А потом он её очень красиво целовал, почему-то уже увлекая в головокружительном вальсе под музыку невидимого духового оркестра посреди громадного, украшенного яркими цветами и разноцветными лентами зала. А вокруг них, словно летний теплый снег, летал и кружился в вихре музыки тополиный пух, и голова её так же кружилась от счастья вместе с этим летним снегом!
***
Проснулась Оля наутро полностью и окончательно влюблённой – так, как это бывает только в ранней юности, в пору первой любви, которая одна только и есть любовь настоящая, истинная, единственная, безрассудная, сумасшедшая – такая, о которой слагают стихи, пишут книги, поют песни, снимают кино. И пусть мы, взрослые, знаем, что потом тоже случаются другие разные любови, но знаем мы также и то, что они уже никогда не могут сравниться с любовью первой, хотя бы просто потому, что они уже не первые и не имеют ни новизны, ни остроты чувств.
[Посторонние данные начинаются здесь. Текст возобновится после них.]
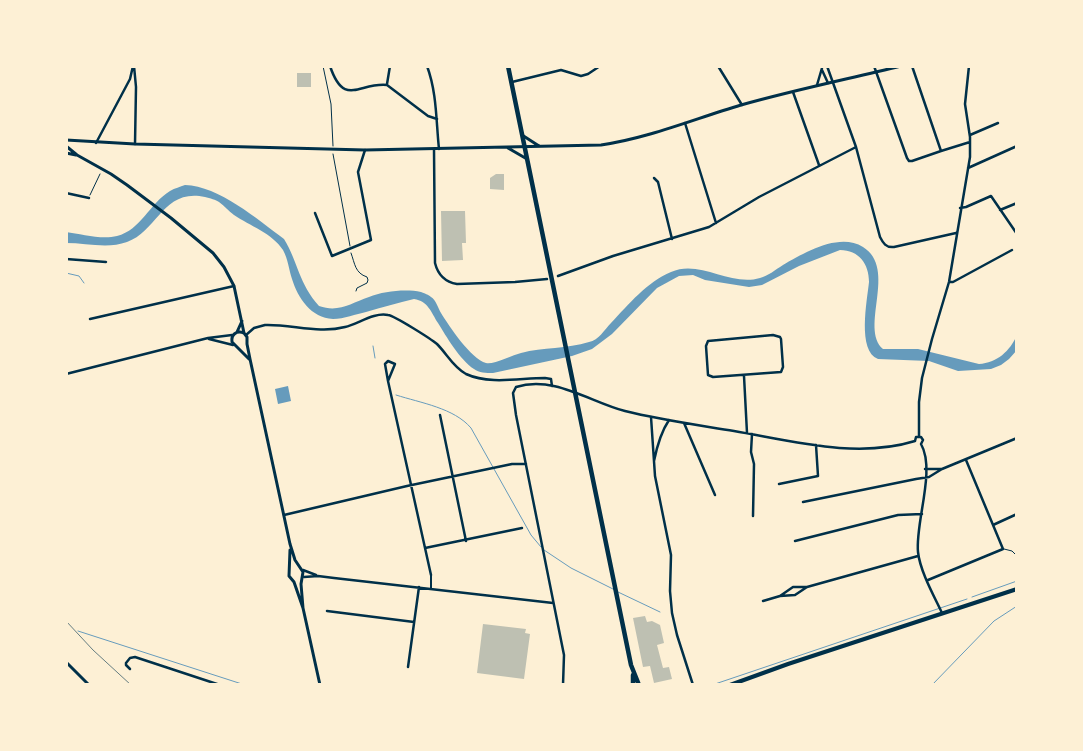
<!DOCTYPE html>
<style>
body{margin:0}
#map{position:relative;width:1083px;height:751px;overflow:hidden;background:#fdf0d5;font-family:"Fira Sans",sans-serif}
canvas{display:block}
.frame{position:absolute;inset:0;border:68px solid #fdf0d5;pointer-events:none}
</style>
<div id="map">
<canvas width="1083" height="751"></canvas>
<div class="frame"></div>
</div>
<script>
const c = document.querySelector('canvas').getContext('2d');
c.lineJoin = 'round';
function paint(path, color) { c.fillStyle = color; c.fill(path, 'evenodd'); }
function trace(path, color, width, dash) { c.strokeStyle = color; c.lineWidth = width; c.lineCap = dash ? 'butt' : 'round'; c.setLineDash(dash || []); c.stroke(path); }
paint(new Path2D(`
 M185,185C219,186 257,219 284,239C298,262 299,284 319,306C339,313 351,303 369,297C384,291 406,289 421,292C424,293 429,295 431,297C436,300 438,308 441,313C449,326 471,359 486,363C493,365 513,355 521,353C543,347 567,349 589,342C599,340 604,330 611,323C629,304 647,282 671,272C700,259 730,287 760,278C768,276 775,270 783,265C804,253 839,232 863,247C898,269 859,328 883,349H918L979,364C997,363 1010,351 1017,335V350L1009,359L1001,365L991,369L958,371L929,361L878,359C857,351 867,301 869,282C869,264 859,250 840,250L799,266L762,285L749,287L705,280L693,275L679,276L657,288L612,334L592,349L572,356L493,373C486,373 479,373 474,369C460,360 446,336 438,323C431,312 428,301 414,299C398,303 382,307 366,312C356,314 344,319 333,319C311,318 298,298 292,279C289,270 288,259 283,250C272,233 250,226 234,215C228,211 225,206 219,202C216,200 210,198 205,197C163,188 158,231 127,242C108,249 86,243 66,243V232C81,234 102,240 117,236C141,230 150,203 170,191C175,188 180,187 185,185Z
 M288,386L291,401L278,404L275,389Z`), '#669bbc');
trace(new Path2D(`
 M66,273L79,276L84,283
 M373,346L375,358
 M396,395C421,403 454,408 471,428L531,535L541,547
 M544,550L571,568L615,590
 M618,592L660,612
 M972,597L1017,581
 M78,631L245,685
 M712,685L967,599
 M932,685L994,621L1017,606`), '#669bbc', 1);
paint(new Path2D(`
 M297,73H311V87H297Z
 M496,174H504V190L490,189V178Z
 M441,211H465L466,243H462L463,260L442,261Z
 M645,616L647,622L652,621L660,625L664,643L657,645L663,668L669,667L672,679L654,683L650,666L643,667L633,618Z
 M483,624L526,629L525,633L530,634L524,679L477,673Z`), '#bec0b2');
trace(new Path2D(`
 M323,66L331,104L333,146
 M333,154L350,246
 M90,195L100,174
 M351,253C355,264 355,273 367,277L368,280L367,283L357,288L356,291`), '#003049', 1);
trace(new Path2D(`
 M1004,549L1012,551L1017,556`), '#003049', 1);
trace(new Path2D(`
 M431,575V589`), '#003049', 2);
trace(new Path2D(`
 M134,66L136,87L135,144
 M330,66C344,108 359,82 387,85L428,116L437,119
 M427,66C437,93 436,121 439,149
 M718,66L742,105
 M827,66L856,147L880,237C883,243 886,248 894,247L956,233
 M874,66L907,158L909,161H912L941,151L912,66
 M822,70L828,83
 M512,82L561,70L581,76L588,74L600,66
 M387,84L390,66
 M817,85L822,68
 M793,92L819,165
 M685,123L716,223
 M970,135L998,123
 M96,143L130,79L133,66
 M434,149L435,263C438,275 445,282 457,284L515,282L547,279
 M941,151L970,142
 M968,168L1017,146
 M654,178L658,182L672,239
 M66,193L89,198
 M960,208L966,207L991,196L1017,234
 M1000,210L1017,203
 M315,213L332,256L371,240L358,172L365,150
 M66,259L106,262
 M558,276L613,256L709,227L759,197L856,147
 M949,282H953L1012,250
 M90,319L234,286
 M246,335L254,328L265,325C291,324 319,334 345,327C358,324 374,312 388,315C395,316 431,339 437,344C447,354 453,367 466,374C490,385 520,378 545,378L551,379L552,386
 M773,335L780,337L781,339L783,367L781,372L713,377L708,375L706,346L708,341Z
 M209,339L233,345
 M388,361L395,364L388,381L385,364Z
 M66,374L208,338L232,335
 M744,376L747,433
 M388,381L431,575
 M440,415L466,541
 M651,417L655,476L671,555L670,591L672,613L677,635L693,685
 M684,423L715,495
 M752,434L751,452L754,464L753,516
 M919,436V402L922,378L932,339L949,282L970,157V137L965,104L969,66
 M915,441L916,437H921L923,440L921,444
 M921,444C936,470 915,523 918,552C920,571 934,596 942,613
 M654,461C657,446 661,432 669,420
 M942,469L1017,438
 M779,484L818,476L816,445
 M803,502L916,479L929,477L942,469H925
 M284,515L407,486L512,464H526
 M993,525L1017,514
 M795,541L898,515L922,514
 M425,548L522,528
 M303,570L316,575
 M304,577L318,576L334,578L553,603
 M928,580L1003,549L966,460
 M807,587L918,556
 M763,601L780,596L795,595L807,587H793L780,596
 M327,611L414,622
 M408,667L419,587
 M130,669L126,665V663L130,658L135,657L220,685
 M563,685L564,655L516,415L513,393L516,387C554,375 590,402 625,411C661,420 698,425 734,431C792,441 857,459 915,441`), '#003049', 2.5);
trace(new Path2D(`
 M522,135L539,146
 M66,140L135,144L365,150L601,145C649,138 694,119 741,105C794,90 848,79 901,66
 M66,146L77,155L111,174L127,185L171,218L213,253L224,267L234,286L244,333L247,337V344L250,359L290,544L295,560L303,572L301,584L303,608
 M508,148L527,159
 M66,153L76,155
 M237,332L242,321
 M244,333C236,330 231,335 232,342L249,359
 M290,550L289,576L294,582L303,608L320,685
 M66,662L89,685`), '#003049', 3);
trace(new Path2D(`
 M730,685L788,664L1017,589`), '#003049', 4);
trace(new Path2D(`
 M508,66L631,665L639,685
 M633,685V675`), '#003049', 4.5);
trace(new Path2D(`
 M66,621L93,650L131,685`), '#657d81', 1);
</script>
Страдала она от этой неразделённой и тайной любви, никому ничего не рассказывая (кроме своего дневника) целых три недели, прежде чем решилась открыться лучшей подруге. Может быть, вы уже и не помните, но эти сладостные страдания первого настоящего чувства так же дороги и прекрасны, как и первые поцелуи, и с ними так трудно расстаться! Их хочется длить и длить, разрывая себе сердце желанием ответной любви и не решаясь сделать шаг, в страхе услышать отказ. Пусть лучше так, пусть лучше неизвестность! Ведь, пока этот шаг ещё не сделан, есть надежда, есть вера, есть мечта, есть прекрасные сны. Но если после сделанного шага ты получаешь отказ, то жизнь на этом прекращается, ибо без него не может быть никакой жизни, неужели вы не понимаете этого? Неужели вы этого уже не помните?
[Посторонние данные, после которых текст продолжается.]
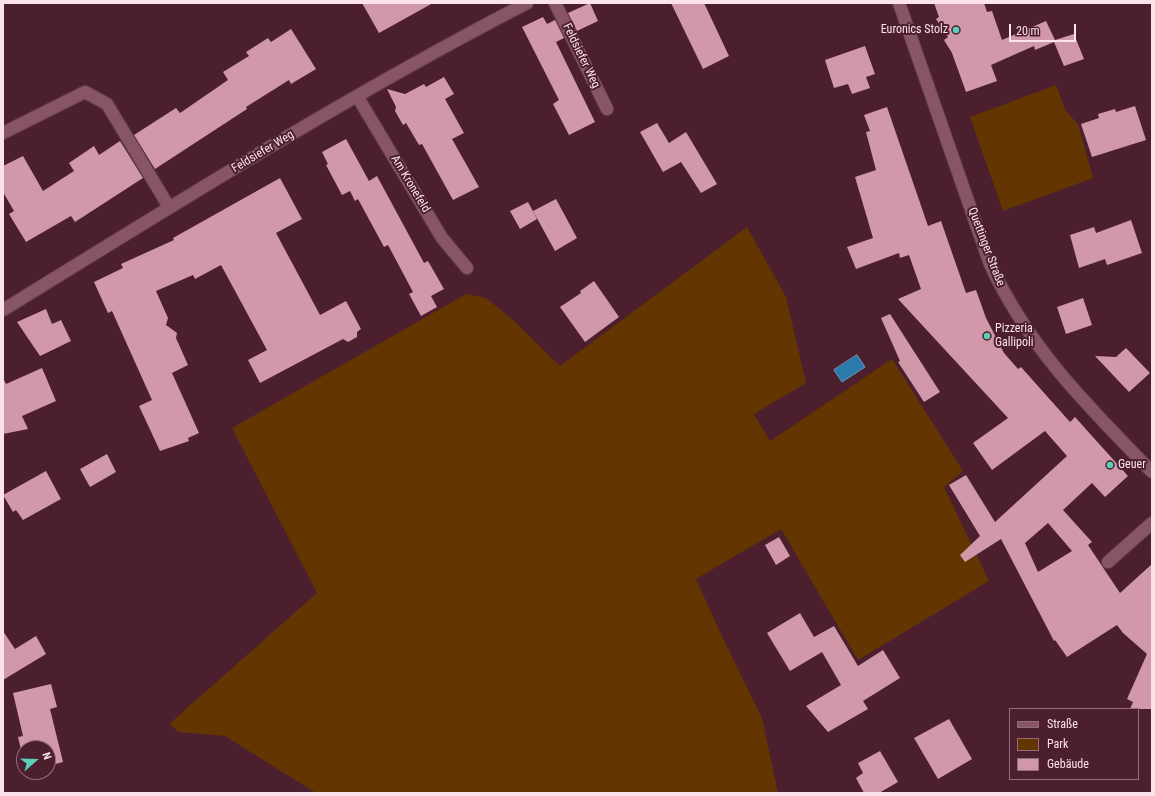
<!DOCTYPE html>
<meta charset="utf-8">
<style>
body{margin:0}
#map{position:relative;width:1155px;height:796px;overflow:hidden;background:#4c1f2f;font-family:"Roboto Condensed",sans-serif}
canvas{display:block}
.frame{position:absolute;inset:0;border:4px solid #fce3ea;pointer-events:none}
.legend{position:absolute;left:1009px;top:708px;width:130px;height:72px;box-sizing:border-box;background:#4c1f2f;border:1px solid #926d7a;margin:0;padding:5px 7px;list-style:none;font-size:12px;color:#fce3ea}
.legend li{display:flex;align-items:center;gap:8px;height:20px}
.legend b{width:20px;border:1px solid #926d7a}
.north{position:absolute;left:16px;top:740px;width:40px;height:40px;box-sizing:border-box;background:#4c1f2f;border:1px solid #926d7a;border-radius:50%;rotate:70deg;font-size:11px;font-weight:700;line-height:16px;text-align:center;color:#fce3ea}
.north::after{content:'';display:block;margin:auto;width:14px;height:18px;background:#5cceba;clip-path:polygon(50% 0,100% 100%,50% 72%,0 100%)}
.scale{position:absolute;left:1009px;top:24px;width:67px;height:18px;box-sizing:border-box;border:2px solid #fce3ea;border-top:0;padding-left:5px;font-size:12px;line-height:14px;white-space:nowrap;color:#fce3ea;-webkit-text-stroke:3px #4c1f2f;paint-order:stroke}
</style>
<div id="map">
<canvas width="1155" height="796"></canvas>
<div class="frame"></div>
<ul class="legend">
<li><b style="height:5px;background:#885565"></b>Straße</li>
<li><b style="height:11px;background:#633501"></b>Park</li>
<li><b style="height:11px;background:#d198a9"></b>Gebäude</li>
</ul>
<div class="north">N</div>
<div class="scale">20 m</div>
</div>
<script>
const ctx = document.querySelector('canvas').getContext('2d');
ctx.lineJoin = 'round';
function fill(path, color) { ctx.fillStyle = color; ctx.fill(path, 'evenodd'); }
function strokePath(path, color, width, dash) { ctx.strokeStyle = color; ctx.lineWidth = width; ctx.lineCap = dash ? 'butt' : 'round'; ctx.setLineDash(dash || []); ctx.stroke(path); }
function write(font, color, halo, rows, align = 'center') {
  ctx.font = font + ' "Roboto Condensed",sans-serif'; ctx.lineWidth = 4; ctx.setLineDash([]); ctx.textBaseline = 'middle'; ctx.strokeStyle = halo; ctx.fillStyle = color; for (const [text, x, y, turn = 0] of rows) {
    ctx.save(); ctx.translate(x, y); ctx.rotate((+turn || 0) * Math.PI / 180); ctx.textAlign = isNaN(turn) ? turn : align; if (halo) ctx.strokeText(text, 0, 0); ctx.fillText(text, 0, 0); ctx.restore();
  }
}
fill(new Path2D(`
 M1056,85l10,26 12,13 15,54 -90,33 -33,-94z
 M747,227l39,70 20,86 -52,31 16,27 122,-82 71,112 -19,16 45,94 -131,79 -77,-131 -85,50 24,53 42,86 16,75h-462l-91,-57 -46,-4 -10,-8 148,-131 -85,-165 234,-134 20,4 27,22 47,46z`), '#633501');
const water = new Path2D(`
 M857,355l8,12 -23,15 -8,-12z`);
fill(water, '#2a7aab');
strokePath(water, '#699abe', 1);
fill(new Path2D(`
 M362,3h71l-54,30z
 M590,3l8,18 -21,10 -9,-18z
 M671,3h33l25,53 -26,13z
 M934,3h50l3,9 5,-1 10,29 44,-19 9,19 19,-6 10,25 -20,7 -10,-24 -19,8 -1,-4 -43,19 6,16 -31,11 -14,-39 -8,-13 4,-3 -12,-18 3,-2z
 M543,17l4,7 8,-4 9,18 -8,4 39,80 -26,13 -16,-31 6,-4 -37,-73z
 M291,29l25,40 -25,15 -2,-4 -43,27 1,2 -92,60 -21,-34 42,-27 4,5 48,-33 -5,-8 26,-16 -3,-4 22,-14 3,4z
 M865,46l10,28 -9,3 4,11 -18,6 -4,-10 -14,4 -9,-28z
 M444,77l10,17 -9,5 19,34 -12,6 27,48 -26,13 -31,-56 -3,1 -13,-22 -3,2 -8,-14 1,-4 -9,-18 18,5 19,-10 2,3z
 M1135,106l11,34 -54,17 -11,-33 18,-6 -1,-4 17,-5 1,3z
 M887,107l41,119 13,-5 25,72 10,-3 10,28 18,35 14,16 3,-2 49,55 5,-5 53,59 -23,21 -13,-14 -29,27 29,32 -4,3 32,48 32,-29v145h-22l3,-7 -6,-3 20,-45 -24,-21 -6,-8 -50,32 -12,-17 -1,1 -53,-102 -36,23 -5,-7 20,-19 -31,-51 17,-10 29,47 72,-66 -22,-25 -53,39 -19,-27 35,-25 -110,-119 23,-10 -12,-34 -9,3 -1,-5 -43,16 -9,-22 26,-9 -18,-61 21,-7 -10,-38 4,-1 -6,-16zM1048,523l24,28 -34,21 -13,-29z
 M657,123l12,20 17,-11 31,52 -16,9 -20,-31 -18,10 -23,-40z
 M346,139l23,42 8,-5 47,87 4,-2 16,28 -13,7 6,11 -16,9 -12,-22 4,-2 -25,-47 -4,2 -26,-48 -3,2 -5,-10 -8,4 -16,-30 2,-1 -6,-12z
 M120,141l23,37 -68,44 -4,-6 -45,26 -17,-28 5,-3 -11,-19v-26l20,-10 20,35 31,-20 -5,-8 25,-17 5,9z
 M280,178l22,41 -26,14 44,82 26,-14 15,28 -4,3v5l-9,5 -5,-3 -83,44 -12,-23 19,-10 -46,-85 -26,14 -2,-4 -37,16 12,27 -2,7 11,8 -1,5 12,27 -16,8 27,60 -11,5 1,3 -29,10 -21,-45 13,-6 -40,-89 -4,2 -14,-31 29,-14 -2,-4 53,-24 -1,-2z
 M556,199l21,39 -22,13 -22,-40z
 M528,202l9,17 -17,10 -10,-18z
 M1131,220l11,33 -35,12 -2,-6 -26,9 -9,-33 24,-8 2,6z
 M594,281l25,36 -34,25 -25,-35 21,-14 -1,-2z
 M1083,298l9,27 -26,9 -9,-27z
 M46,309l6,15 9,-4 10,21 -31,15 -23,-34z
 M890,314l50,78 -16,10 -26,-40 2,-1 -19,-43z
 M1126,348l24,25 -21,19 -34,-36 21,1z
 M42,368l14,33 -34,15 6,13 -25,5v-56l3,6z
 M107,454l9,18 -26,15 -10,-18z
 M46,471l15,28 -38,21 -7,-10 -3,2 -10,-17z
 M779,537l11,19 -14,9 -11,-20z
 M800,613l14,24 20,-11 24,40 25,-16 17,28 -37,23 5,8 -40,23 -22,-26 35,-21 -19,-33 -32,19 -23,-38z
 M3,631l12,18 21,-13 10,18 -43,26z
 M51,684l6,23 -7,2 13,53 -15,4v-18h-24v14l-6,-25 5,-1 -10,-43z
 M949,719l23,40 -34,20 -24,-41z
 M880,751l18,31 -19,11h-15l-8,-15 7,-5 -5,-10z`), '#d198a9');
const minor = new Path2D(`
 M555,3l52,106
 M899,3l91,261c40,86 97,141 162,208
 M357,96l85,142 25,30
 M3,133l82,-41 22,12 62,103
 M3,310c172,-106 344,-214 524,-307
 M1108,562l44,-39`);
strokePath(minor, '#653f4e', 14);
strokePath(minor, '#885565', 12);
for (const [x, y, r, color] of [
 [956,30,4,"#5cceba"],
 [987,336,4,"#5cceba"],
 [1110,465,4,"#5cceba"]
]) { const dot = new Path2D(); dot.arc(x, y, r, 0, 2 * Math.PI); ctx.fillStyle = color; ctx.fill(dot); strokePath(dot, '#4c1f2f', 1.5); }
write('12px', '#fce3ea', '#4c1f2f', [
 ["Euronics Stolz",948,30,"right"],
 ["Pizzeria",995,329],
 ["Gallipoli",995,343],
 ["Geuer",1118,465]
], 'left');
write('12px', '#fce3ea', '#4c1f2f', [
 ["Feldsiefer Weg",581,56,64],
 ["Feldsiefer Weg",263,152,-31],
 ["Am Kronefeld",410,184,59],
 ["Quettinger Straße",986,247,69]
]);
</script>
Но момент, когда она уже больше не могла скрывать свои чувства, когда она решилась узнать свою судьбу, проверить, что там, впереди – счастье или горе, жизнь или смерть, пан или пропал – наконец, наступил. Неизвестность и мечты увлекательны и полны чувственности, но сердцу всё же хочется знать правду. И однажды на перемене она, наконец, решилась, и рассказала всё Ленке Герасимовой, с которой они с детства вместе – и в яслях на соседних горшках сидели, и потом десять лет учились в одном классе. Да и жили рядом, всего через три дома друг от друга. Ближе неё у Оли не было никого, и если она кому и могла открыться, то, конечно, только ей одной.